The Government’s Decree 176/2025/ND-CP, which took effect on July 1, 2025, detailed the implementation of several articles of the 2024 Social Insurance Law regarding social retirement allowances. The decree set the monthly social retirement allowance at VND 500,000.
However, several localities have taken the initiative to increase the monthly social retirement allowance beyond the government’s standard rate. For instance, Ho Chi Minh City has raised the allowance to VND 650,000 per month, a VND 150,000 increase from the government’s standard. This adjustment was stipulated in the resolution passed by the Ho Chi Minh City People’s Council, taking effect on September 1.

Elders getting support with their allowance applications at Ward Council of Chánh Hưng, Ho Chi Minh City
Similarly, Resolution No. 65/2025/NQ-HĐND of Quang Ninh Province, effective July 27, increased the social retirement allowance to VND 700,000 per month. The province will provide an additional VND 200,000 per person per month to over 25,600 beneficiaries of this policy.
Several other localities are also in the process of drafting and consulting their Provincial People’s Councils to increase the social retirement allowance above VND 500,000 in the near future.
So, what is the basis for these localities to adjust the social retirement allowance rates differently?
According to Article 22 of the 2024 Social Insurance Law, the monthly social retirement allowance rate is determined by the Government, taking into account the country’s socio-economic development and the state budget’s capacity. The Government is also responsible for periodically reviewing and adjusting the allowance rate every three years.

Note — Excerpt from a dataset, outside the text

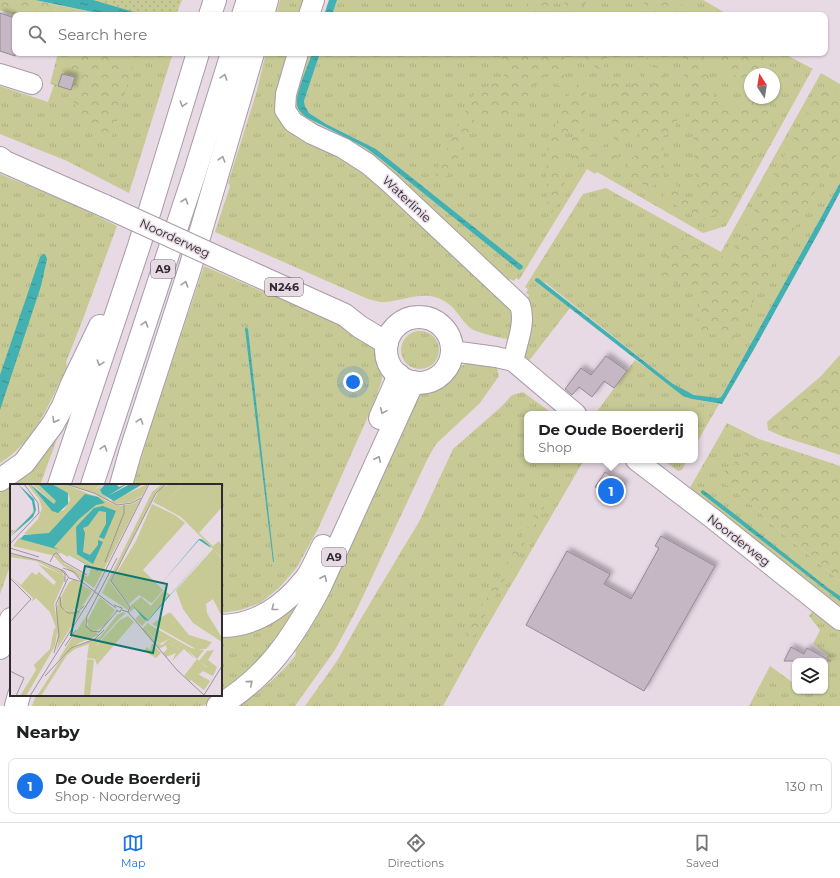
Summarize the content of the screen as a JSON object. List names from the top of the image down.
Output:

Based on their socio-economic conditions and budget balance, as well as the ability to mobilize social resources, Provincial People’s Committees can propose to the Provincial People’s Councils to decide on additional support for social retirement allowance recipients.
With this provision, Provincial People’s Committees can propose to their respective Provincial People’s Councils to provide additional support to social retirement allowance recipients, improving the living standards of the elderly who do not receive a pension.
According to the 2024 Social Insurance Law, Vietnamese citizens are eligible for a social retirement allowance if they meet the following conditions: aged 75 years or older; do not receive a pension or monthly social insurance allowance, except for cases specified by the Government; and have submitted a written request for the allowance.
Vietnamese citizens aged 70 to 75 from poor or near-poor households who meet the conditions are also entitled to receive the social retirement allowance.
The monthly social retirement allowance rate is determined by the Government, taking into account socio-economic development and the capacity of the state budget for each period.
Social retirement allowance recipients are entitled to have their health insurance premiums paid by the state budget in accordance with the law on health insurance. In the event of their death, the organization or individual handling the funeral arrangements shall receive funeral support in accordance with the law on the elderly.